How do I count each unique value for each key in a dictionary containing lists?

Question

I have the following dictionary:

dict = {'A': [1,1,2], 'B': [1,1,1], 'C': [2,2,2,1,2]}

I want the output to tell me how many of each values I have for each key, eg:

if value == 1  -> A, 2; B,3; C,1
if value == 2   -> A, 1; B,0; C,4

So far I have:

for i in dict[i]:
    if i == 1:
        participants_luck += 1
    elif i == 2:
        participants_skill += 1
    

Answer 1

This is a flexible solution to count the occurrences of each different value in the dictionary

dict = {"A": [1,1,2], "B": [1,1,1], "C": [2,2,2,1,2]}
different_values = set()

for values in dict.values():
    for el in values:
        different_values.add(el)

for possible_value in different_values:
    print(possible_value)
    for key, values in dict.items():
        print(key, sum(value == possible_value for value in values))
    print("\n")

Output:

1
A 2
B 3
C 1


2
A 1
B 0
C 4

UPDATE: If you want to handle also non list items in dict you can do like this:

from collections.abc import Iterable

dict = {"A": [1,1,2], "B": [1,1,1], "C": [2,2,2,1,2], "D": 1}
different_values = set()

for values in dict.values():
    if isinstance(values, Iterable):
        for el in values:
                different_values.add(el)
    else:
        different_values.add(values)


for possible_value in different_values:
    print(possible_value)
    for key, values in dict.items():
        if isinstance(values, Iterable):
            print(key, sum(value == possible_value for value in values))
        else:
            print(key, int(values == possible_value))
    print("\n")

And the output will be:

1
A 2
B 3
C 1
D 1


2
A 1
B 0
C 4
D 0

Answer 2

Define a function so you can search for different values if you ever need to.

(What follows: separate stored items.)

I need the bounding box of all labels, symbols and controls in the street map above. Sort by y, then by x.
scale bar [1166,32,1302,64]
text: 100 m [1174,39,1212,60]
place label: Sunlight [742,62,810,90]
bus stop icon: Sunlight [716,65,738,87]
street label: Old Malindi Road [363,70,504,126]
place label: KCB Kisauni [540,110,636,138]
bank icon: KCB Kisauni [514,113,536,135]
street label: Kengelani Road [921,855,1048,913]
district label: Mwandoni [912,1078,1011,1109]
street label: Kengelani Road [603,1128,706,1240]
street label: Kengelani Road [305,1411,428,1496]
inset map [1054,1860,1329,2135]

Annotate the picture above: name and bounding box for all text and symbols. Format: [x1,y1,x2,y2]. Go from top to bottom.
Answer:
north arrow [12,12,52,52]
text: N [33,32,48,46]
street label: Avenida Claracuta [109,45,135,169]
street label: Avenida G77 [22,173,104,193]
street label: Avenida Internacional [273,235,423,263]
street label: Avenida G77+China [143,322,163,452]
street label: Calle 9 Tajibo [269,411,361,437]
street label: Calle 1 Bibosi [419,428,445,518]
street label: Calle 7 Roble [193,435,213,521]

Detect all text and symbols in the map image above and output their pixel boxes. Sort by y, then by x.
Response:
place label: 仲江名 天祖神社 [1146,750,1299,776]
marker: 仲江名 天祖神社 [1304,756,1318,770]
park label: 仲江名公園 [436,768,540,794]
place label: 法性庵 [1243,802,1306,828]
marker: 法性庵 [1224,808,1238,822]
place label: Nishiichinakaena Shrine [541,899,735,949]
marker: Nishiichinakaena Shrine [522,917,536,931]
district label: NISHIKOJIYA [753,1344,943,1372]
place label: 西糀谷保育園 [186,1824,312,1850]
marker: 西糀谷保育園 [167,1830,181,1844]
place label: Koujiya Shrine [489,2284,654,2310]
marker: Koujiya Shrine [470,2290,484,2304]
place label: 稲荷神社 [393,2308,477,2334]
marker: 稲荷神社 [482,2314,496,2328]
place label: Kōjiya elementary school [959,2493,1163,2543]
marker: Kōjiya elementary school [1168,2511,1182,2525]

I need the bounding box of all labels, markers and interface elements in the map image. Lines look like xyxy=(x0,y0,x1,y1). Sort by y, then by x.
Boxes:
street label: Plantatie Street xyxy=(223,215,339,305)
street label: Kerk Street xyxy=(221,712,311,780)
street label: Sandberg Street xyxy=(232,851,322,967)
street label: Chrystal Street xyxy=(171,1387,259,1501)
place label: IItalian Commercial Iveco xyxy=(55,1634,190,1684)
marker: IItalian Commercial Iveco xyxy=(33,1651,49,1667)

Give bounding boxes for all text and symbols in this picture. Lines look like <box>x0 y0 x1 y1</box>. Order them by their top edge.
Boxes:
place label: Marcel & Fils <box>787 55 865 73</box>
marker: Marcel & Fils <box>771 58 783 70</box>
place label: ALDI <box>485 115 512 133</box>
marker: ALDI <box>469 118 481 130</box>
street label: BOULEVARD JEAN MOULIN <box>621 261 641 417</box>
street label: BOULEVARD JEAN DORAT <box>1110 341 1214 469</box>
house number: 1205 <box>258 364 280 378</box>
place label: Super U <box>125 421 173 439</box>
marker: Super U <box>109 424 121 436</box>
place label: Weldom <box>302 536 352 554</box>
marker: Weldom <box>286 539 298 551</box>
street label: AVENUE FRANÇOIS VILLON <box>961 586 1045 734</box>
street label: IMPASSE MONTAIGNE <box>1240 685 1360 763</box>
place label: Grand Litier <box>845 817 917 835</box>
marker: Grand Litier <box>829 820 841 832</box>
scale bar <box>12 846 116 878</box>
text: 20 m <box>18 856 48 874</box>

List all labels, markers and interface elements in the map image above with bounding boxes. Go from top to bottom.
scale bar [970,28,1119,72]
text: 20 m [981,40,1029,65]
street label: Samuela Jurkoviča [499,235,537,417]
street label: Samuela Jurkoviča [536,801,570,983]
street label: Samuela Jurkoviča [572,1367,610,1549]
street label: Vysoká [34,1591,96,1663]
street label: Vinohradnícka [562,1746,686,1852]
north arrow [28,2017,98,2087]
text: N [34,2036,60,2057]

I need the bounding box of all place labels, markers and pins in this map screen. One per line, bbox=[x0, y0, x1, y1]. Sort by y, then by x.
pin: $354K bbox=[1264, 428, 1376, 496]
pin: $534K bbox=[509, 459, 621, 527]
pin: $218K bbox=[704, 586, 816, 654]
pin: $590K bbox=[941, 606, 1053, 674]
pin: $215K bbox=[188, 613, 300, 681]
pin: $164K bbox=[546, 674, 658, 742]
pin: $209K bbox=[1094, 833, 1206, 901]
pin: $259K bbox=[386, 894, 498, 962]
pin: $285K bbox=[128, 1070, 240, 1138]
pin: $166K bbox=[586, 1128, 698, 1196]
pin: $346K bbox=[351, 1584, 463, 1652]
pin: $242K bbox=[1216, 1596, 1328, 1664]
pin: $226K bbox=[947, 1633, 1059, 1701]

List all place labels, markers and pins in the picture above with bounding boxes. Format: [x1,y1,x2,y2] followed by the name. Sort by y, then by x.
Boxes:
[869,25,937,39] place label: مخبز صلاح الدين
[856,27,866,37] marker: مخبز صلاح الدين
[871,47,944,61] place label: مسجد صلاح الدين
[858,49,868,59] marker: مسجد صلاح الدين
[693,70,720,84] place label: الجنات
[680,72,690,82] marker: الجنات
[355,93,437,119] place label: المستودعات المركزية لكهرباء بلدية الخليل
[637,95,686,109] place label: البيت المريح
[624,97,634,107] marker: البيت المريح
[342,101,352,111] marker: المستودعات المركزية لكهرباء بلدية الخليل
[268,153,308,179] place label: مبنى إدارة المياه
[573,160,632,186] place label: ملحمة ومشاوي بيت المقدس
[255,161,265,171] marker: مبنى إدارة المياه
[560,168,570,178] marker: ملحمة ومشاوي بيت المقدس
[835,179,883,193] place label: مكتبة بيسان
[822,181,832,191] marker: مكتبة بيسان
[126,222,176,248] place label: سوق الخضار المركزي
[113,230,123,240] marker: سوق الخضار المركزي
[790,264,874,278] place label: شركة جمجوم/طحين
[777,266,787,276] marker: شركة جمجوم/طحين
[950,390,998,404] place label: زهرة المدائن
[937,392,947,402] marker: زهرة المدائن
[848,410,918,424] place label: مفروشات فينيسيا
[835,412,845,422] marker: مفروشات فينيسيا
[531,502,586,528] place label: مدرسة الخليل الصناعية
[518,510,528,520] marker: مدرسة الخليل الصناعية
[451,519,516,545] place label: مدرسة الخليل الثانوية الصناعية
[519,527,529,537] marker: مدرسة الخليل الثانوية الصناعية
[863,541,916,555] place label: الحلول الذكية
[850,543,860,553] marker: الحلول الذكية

Use the count method to make things very easy for yourself.

d = {'A': [1,1,2], 'B': [1,1,1], 'C': [2,2,2,1,2]}

def foo(value, dictionary):
    for key,l in dictionary.items():
        print(f"{key} : {l.count(value)}")

foo(1,d)
foo(2,d)

Answer 3

Would be interesting making a function to do it.

def count_stuff(any_dict, wanted_val):
    counted_dict = {}
    for key in any_dict.keys():
        count = 0
        for element in any_dict[key]:
            count += (element == wanted_val)
        counted_dict[key] = count
    
    return counted_dict

Running your example...

your_dict = {"A": [1,1,2], "B": [1,1,1], "C": [2,2,2,1,2]}
for i in [1, 2]:
    print(i, count_stuff(your_dict, i))

Prints

1 {'A': 2, 'B': 3, 'C': 1}
2 {'A': 1, 'B': 0, 'C': 4}

Answer 4

This is a one-liner! You can write a dictionary comprehension. We have a dictionary mydict and a value to count. We first iterate over the items in the dictionary. For each list in the dictionary, we iterate over that list, and find the sum of i == value . Because True counts as 1 and False counts as 0, sum(i == value for i in lst) will give the number of i in the lst which are equal to value . Alternatively, you could do lst.count(value) . The sum(...) technique is useful when you want to count a condition other than == , for example if you wanted to count how many elements are less than the given value.

def count(mydict, value):
    return {k: sum(i == value for i in lst) for k, lst in mydict.items()}
    # Or, 
    # return {k: lst.count(value) for k, lst in mydict.items()}

d = {'A': [1,1,2], 'B': [1,1,1], 'C': [2,2,2,1,2]}
count(d, 1) # out: {'A': 2, 'B': 3, 'C': 1}
count(d, 2) # out: {'A': 1, 'B': 0, 'C': 4}

You can then access the counts like so:

result = count(d, 1)
print(f"A: {result['A']}, B: {result['B']}, C: {result['C']}")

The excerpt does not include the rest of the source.